Treatments. Once pigment becomes permanent, meaning the Melanocytes have entered the state of ongoing overproduction, fighting it becomes multifaceted. First, you have to exfoliate the skin to bring the damaged (discolored) cells to the surface. Microdermabrasion, chemical peels, and exfoliants like Retinol are my favorite methods. But just like a penny at the bottom of a pool, as the cells rise up, they often look darker and more distinct before they fade away.Next, you need to break up and lighten the melanin clusters in order to reduce their appearance. Vitamin C, Arbutin, and Licorice Root all do a good job in this department.
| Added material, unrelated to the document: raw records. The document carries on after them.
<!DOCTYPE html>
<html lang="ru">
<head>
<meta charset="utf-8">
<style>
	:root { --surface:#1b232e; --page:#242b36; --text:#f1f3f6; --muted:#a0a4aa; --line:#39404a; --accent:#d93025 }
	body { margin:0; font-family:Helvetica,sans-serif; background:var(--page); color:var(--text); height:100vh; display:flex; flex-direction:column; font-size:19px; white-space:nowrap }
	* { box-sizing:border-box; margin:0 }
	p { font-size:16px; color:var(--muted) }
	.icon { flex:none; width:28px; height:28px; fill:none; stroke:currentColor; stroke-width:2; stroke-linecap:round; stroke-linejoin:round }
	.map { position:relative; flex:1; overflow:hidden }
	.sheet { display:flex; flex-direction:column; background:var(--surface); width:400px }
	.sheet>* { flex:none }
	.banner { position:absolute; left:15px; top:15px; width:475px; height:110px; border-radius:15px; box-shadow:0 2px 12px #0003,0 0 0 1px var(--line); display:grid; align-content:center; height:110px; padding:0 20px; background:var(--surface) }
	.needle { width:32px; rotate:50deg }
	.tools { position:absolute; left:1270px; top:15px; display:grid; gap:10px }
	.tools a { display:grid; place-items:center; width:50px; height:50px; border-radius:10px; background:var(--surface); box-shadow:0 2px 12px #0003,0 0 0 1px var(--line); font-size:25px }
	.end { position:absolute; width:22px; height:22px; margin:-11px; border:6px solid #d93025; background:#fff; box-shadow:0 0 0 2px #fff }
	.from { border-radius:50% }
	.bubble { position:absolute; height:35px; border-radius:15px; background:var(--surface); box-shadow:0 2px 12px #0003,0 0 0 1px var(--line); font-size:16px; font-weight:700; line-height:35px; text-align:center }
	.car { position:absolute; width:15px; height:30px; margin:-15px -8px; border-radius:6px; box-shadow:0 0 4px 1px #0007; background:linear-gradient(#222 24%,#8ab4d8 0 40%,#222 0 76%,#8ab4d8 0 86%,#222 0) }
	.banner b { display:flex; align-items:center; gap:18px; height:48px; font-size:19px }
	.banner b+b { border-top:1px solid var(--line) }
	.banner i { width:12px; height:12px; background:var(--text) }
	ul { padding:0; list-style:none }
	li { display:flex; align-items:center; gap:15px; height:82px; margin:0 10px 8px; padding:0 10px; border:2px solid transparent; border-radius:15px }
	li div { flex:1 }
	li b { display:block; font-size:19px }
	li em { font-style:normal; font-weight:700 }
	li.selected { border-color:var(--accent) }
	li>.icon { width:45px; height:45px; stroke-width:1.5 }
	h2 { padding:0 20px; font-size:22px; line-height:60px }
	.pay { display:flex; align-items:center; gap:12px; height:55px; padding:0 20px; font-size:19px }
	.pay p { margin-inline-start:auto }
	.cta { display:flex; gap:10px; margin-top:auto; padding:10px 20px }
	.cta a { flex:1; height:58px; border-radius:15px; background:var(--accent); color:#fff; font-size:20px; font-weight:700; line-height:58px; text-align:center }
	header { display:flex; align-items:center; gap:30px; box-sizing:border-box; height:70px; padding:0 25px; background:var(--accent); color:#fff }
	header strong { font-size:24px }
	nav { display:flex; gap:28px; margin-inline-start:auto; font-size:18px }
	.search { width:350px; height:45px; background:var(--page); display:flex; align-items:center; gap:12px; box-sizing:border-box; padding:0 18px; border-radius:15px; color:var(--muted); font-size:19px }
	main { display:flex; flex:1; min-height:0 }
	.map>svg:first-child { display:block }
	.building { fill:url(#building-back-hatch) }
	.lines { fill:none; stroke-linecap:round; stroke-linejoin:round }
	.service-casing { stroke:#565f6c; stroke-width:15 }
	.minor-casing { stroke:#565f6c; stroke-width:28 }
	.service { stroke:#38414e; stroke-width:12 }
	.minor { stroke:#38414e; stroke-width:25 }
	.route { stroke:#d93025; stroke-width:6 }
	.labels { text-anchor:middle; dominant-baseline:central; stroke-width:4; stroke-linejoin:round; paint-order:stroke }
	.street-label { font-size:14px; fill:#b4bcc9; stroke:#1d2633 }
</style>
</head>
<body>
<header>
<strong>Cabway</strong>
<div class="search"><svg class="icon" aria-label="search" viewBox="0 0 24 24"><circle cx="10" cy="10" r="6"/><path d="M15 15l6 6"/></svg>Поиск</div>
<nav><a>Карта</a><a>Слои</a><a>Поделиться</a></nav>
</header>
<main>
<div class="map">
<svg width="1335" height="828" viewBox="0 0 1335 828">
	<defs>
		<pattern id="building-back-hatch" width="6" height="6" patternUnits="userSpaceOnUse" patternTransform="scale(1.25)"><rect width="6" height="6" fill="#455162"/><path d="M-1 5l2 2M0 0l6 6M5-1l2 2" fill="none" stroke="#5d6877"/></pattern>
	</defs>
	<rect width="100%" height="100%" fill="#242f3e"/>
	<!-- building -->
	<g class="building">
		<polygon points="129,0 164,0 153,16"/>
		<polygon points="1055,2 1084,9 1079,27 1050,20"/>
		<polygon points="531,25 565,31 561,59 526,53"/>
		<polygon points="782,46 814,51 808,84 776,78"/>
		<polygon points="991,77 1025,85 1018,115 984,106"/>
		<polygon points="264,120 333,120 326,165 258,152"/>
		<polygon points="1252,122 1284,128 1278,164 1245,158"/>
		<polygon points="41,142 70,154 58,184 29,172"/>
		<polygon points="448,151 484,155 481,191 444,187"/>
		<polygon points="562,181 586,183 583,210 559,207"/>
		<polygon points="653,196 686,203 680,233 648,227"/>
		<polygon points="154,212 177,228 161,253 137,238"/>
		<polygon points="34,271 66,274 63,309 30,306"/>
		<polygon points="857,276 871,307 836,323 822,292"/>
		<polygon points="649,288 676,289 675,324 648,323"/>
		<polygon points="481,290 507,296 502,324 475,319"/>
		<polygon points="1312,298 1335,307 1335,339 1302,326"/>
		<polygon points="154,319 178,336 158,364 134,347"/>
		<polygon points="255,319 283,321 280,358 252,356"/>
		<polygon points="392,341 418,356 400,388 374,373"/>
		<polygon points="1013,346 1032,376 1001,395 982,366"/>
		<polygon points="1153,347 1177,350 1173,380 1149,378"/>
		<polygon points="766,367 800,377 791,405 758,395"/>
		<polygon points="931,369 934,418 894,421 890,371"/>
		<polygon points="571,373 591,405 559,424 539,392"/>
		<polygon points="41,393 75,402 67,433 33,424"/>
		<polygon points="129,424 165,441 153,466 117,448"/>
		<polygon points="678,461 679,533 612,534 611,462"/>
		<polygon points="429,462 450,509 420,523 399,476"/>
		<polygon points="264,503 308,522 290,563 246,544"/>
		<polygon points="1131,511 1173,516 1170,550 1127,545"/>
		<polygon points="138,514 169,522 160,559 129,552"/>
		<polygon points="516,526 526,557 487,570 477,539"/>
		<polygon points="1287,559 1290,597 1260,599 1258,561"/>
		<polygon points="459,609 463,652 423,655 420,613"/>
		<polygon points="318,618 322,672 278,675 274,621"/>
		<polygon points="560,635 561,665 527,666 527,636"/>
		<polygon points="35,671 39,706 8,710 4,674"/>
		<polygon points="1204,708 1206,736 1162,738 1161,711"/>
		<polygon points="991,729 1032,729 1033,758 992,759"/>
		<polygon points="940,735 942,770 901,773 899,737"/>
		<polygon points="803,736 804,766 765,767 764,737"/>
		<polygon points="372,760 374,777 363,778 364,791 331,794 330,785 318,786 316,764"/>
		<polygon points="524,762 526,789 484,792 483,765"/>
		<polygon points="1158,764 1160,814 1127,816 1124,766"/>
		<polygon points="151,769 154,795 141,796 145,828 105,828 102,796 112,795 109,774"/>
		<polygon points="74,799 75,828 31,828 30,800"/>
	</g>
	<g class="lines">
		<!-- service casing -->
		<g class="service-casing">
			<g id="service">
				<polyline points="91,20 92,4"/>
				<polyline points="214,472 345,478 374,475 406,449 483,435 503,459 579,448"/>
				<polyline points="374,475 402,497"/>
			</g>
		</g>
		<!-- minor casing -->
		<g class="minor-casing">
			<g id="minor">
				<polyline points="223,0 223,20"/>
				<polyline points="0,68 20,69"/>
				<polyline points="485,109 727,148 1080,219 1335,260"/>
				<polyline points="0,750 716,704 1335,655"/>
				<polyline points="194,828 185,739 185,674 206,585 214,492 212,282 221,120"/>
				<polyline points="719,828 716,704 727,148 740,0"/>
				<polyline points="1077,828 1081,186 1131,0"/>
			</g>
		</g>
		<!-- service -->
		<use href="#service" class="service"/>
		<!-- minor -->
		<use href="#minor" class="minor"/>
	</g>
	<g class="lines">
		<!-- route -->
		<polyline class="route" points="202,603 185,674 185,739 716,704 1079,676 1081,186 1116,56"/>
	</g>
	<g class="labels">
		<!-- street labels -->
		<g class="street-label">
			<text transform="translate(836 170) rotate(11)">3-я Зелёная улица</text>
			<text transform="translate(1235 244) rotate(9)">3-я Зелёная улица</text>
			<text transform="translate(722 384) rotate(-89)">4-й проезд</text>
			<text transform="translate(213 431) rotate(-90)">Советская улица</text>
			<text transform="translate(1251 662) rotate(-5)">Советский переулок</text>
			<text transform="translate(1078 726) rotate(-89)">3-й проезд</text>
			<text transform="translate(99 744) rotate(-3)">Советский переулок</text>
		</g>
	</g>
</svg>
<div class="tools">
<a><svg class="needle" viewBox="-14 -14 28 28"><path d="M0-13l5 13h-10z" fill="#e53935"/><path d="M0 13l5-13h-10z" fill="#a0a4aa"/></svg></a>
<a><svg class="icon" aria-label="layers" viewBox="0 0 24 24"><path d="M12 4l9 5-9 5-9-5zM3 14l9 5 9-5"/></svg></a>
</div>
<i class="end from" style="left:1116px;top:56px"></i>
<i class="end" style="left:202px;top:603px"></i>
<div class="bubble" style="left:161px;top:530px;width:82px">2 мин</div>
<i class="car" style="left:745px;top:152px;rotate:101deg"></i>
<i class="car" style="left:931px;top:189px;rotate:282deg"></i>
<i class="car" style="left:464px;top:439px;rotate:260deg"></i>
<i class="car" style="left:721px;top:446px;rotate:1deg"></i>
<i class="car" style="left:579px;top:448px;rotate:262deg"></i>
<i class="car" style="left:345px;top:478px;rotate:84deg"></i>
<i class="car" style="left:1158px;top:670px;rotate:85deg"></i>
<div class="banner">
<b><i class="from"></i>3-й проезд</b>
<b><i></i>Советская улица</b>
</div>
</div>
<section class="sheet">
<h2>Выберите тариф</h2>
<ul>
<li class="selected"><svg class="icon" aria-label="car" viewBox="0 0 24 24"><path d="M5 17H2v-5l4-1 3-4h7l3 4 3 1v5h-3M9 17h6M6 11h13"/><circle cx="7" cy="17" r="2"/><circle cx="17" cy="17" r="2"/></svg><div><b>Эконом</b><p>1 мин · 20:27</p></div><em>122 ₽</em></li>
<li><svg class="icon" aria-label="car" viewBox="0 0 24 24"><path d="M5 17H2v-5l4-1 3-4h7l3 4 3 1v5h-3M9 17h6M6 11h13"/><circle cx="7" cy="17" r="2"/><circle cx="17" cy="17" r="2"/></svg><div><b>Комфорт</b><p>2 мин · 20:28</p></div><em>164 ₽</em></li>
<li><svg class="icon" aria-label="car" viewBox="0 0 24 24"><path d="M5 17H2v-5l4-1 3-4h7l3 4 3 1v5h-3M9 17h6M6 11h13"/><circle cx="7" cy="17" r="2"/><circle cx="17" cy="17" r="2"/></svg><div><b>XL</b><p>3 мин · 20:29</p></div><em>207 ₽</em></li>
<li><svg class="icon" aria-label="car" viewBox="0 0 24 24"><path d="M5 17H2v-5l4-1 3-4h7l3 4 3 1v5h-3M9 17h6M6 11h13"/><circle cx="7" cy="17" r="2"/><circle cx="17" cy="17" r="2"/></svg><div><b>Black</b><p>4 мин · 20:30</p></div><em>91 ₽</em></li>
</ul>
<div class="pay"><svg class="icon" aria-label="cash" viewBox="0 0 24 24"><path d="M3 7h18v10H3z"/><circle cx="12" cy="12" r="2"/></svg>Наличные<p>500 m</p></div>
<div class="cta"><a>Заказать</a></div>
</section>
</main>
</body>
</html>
Finally, you need to suppress new melanin production with ingredients like Hydraquinone, Kojic Acid, or Niacinamide.With these simple steps, and a little patience, you can achieve some dramatic results. Just remember to stay out of the sun!

BACK TO BASICS

EXFOLIATION

“Tell me about your facial products.” I ask this question every day. And I get a lot of different answers. Sometimes it’s simple, like a cleanser and a moisturizer. And sometimes it’s a laundry list of serums and masks and different days of the week. Regardless of the regimen’s complexity, one thing comes up again and again as missing…exfoliation. 

Exfoliation is Key. From acne to fine lines to pigmentation, exfoliation is the best way to treat most facial flaws. Every age can benefit. For teens, exfoliation keeps dead skin from building up so pores remain open, oil flows freely, and no bacteria can grow. For 20 to 30-somethings, exfoliation helps products penetrate to protect healthy cells from environmental damage. And for us 40+ers, exfoliation triggers the underlying tissues to help skin heal and regenerate.

Choose from Physical or Chemical. Exfoliation can be done with a scrub (beads), with an enzyme mask (fruit-based), or with an acid (lactic or glycolic). But never, under any circumstance, can it be done with St Ives Apricot Scrub. Haha. It really is a terrible product.

Exfoliate 2-3x a Week. Just like working out, “every once and a while” doesn’t do much. Cell turnover slows down as we age, so extra exfoliation can help new cells grow and push the damaged cells up and off.